# Dataset records
* * * * *

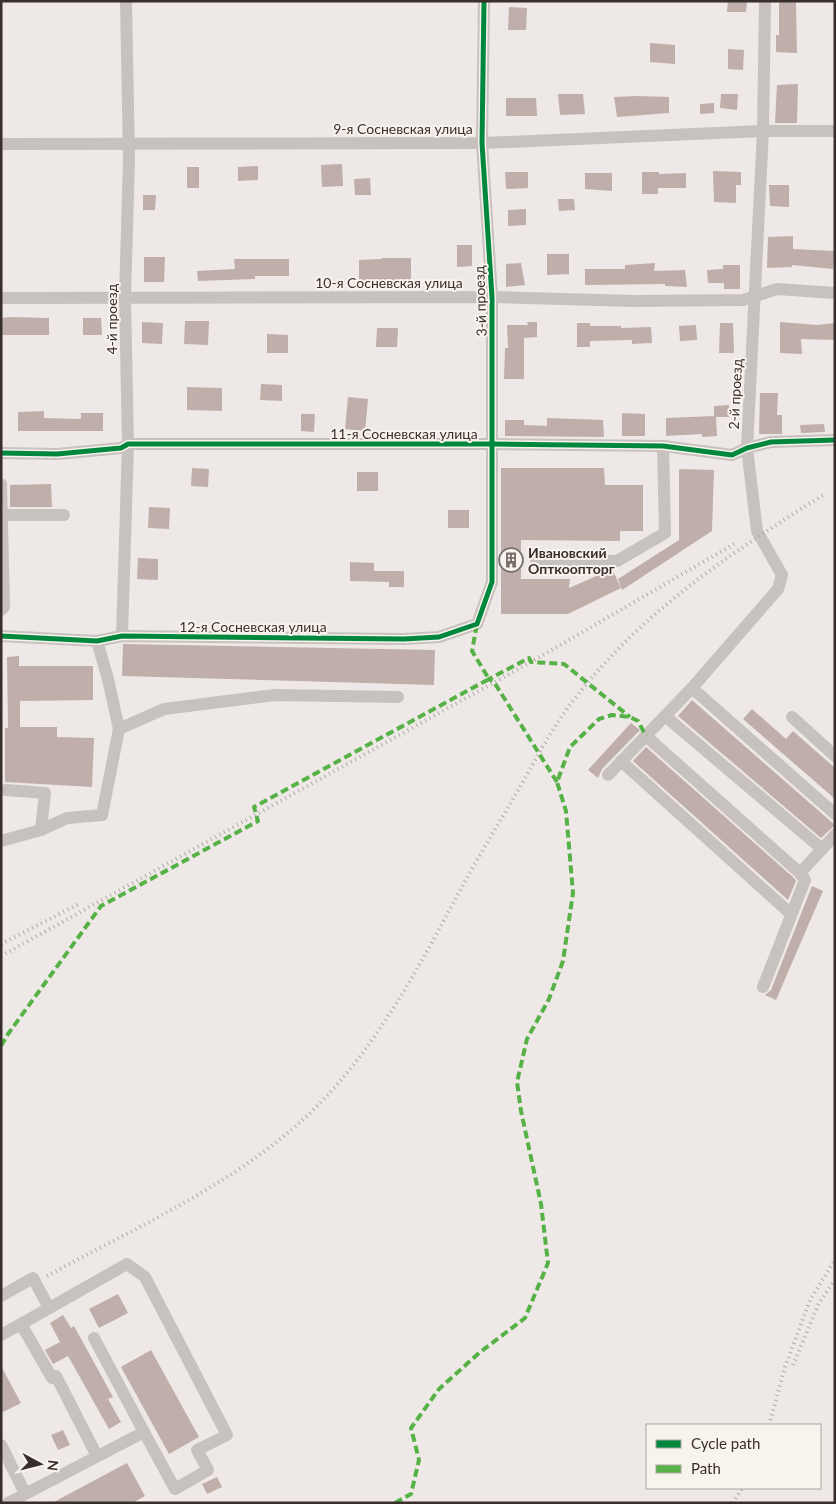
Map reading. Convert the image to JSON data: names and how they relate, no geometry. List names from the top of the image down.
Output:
{
  "streets": {
    "street": [
      "9-я Сосневская улица",
      "10-я Сосневская улица",
      "3-й проезд",
      "4-й проезд",
      "2-й проезд",
      "11-я Сосневская улица",
      "12-я Сосневская улица"
    ]
  },
  "crossings": [
    ["9-я Сосневская улица", "3-й проезд"],
    ["9-я Сосневская улица", "4-й проезд"],
    ["9-я Сосневская улица", "2-й проезд"],
    ["10-я Сосневская улица", "3-й проезд"],
    ["10-я Сосневская улица", "4-й проезд"],
    ["10-я Сосневская улица", "2-й проезд"],
    ["3-й проезд", "11-я Сосневская улица"],
    ["3-й проезд", "12-я Сосневская улица"],
    ["4-й проезд", "11-я Сосневская улица"],
    ["4-й проезд", "12-я Сосневская улица"],
    ["2-й проезд", "11-я Сосневская улица"]
  ],
  "places": {
    "building": ["Ивановский Опткоопторг"]
  },
  "legend": ["Cycle path", "Path"],
  "north": "right"
}
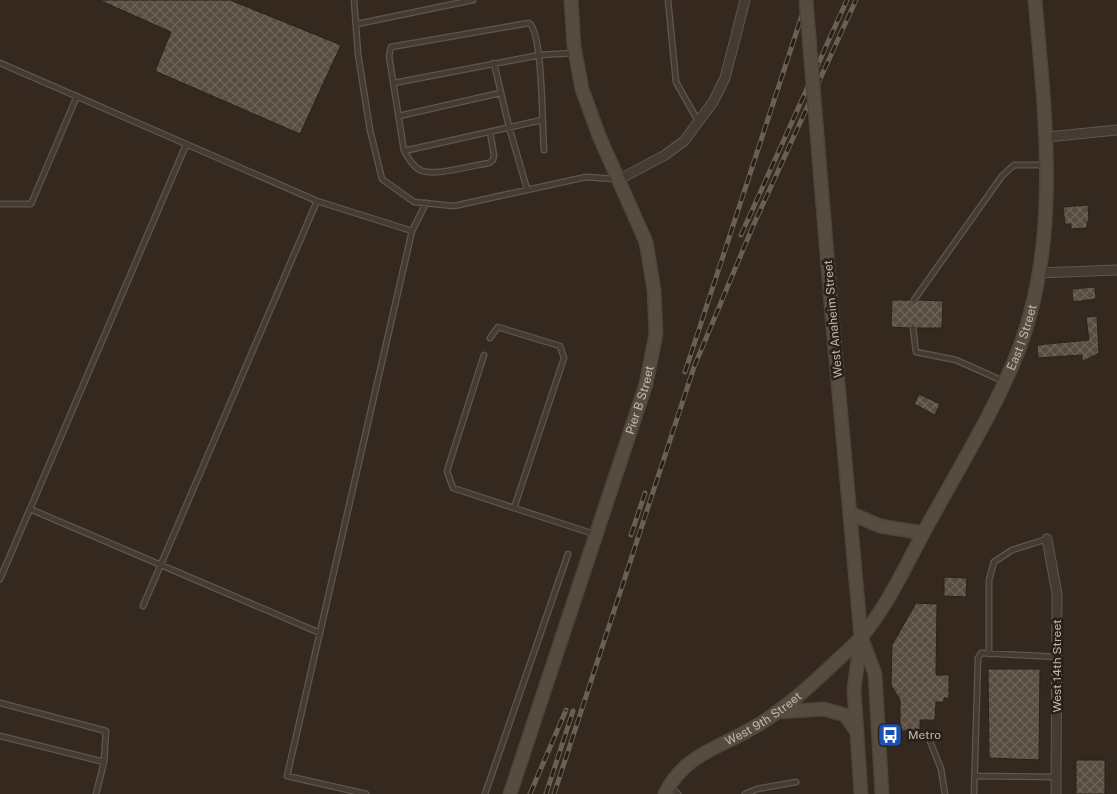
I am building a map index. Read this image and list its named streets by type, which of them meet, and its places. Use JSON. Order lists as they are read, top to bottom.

* * * * *

# Task item
Each line that includes the string "image" should be copied from the data.

# Exercise result
Map reading. Convert the image to JSON data: names and how they relate, no geometry. List names from the top of the image down.
I am building a map index. Read this image and list its named streets by type, which of them meet, and its places. Use JSON. Order lists as they are read, top to bottom.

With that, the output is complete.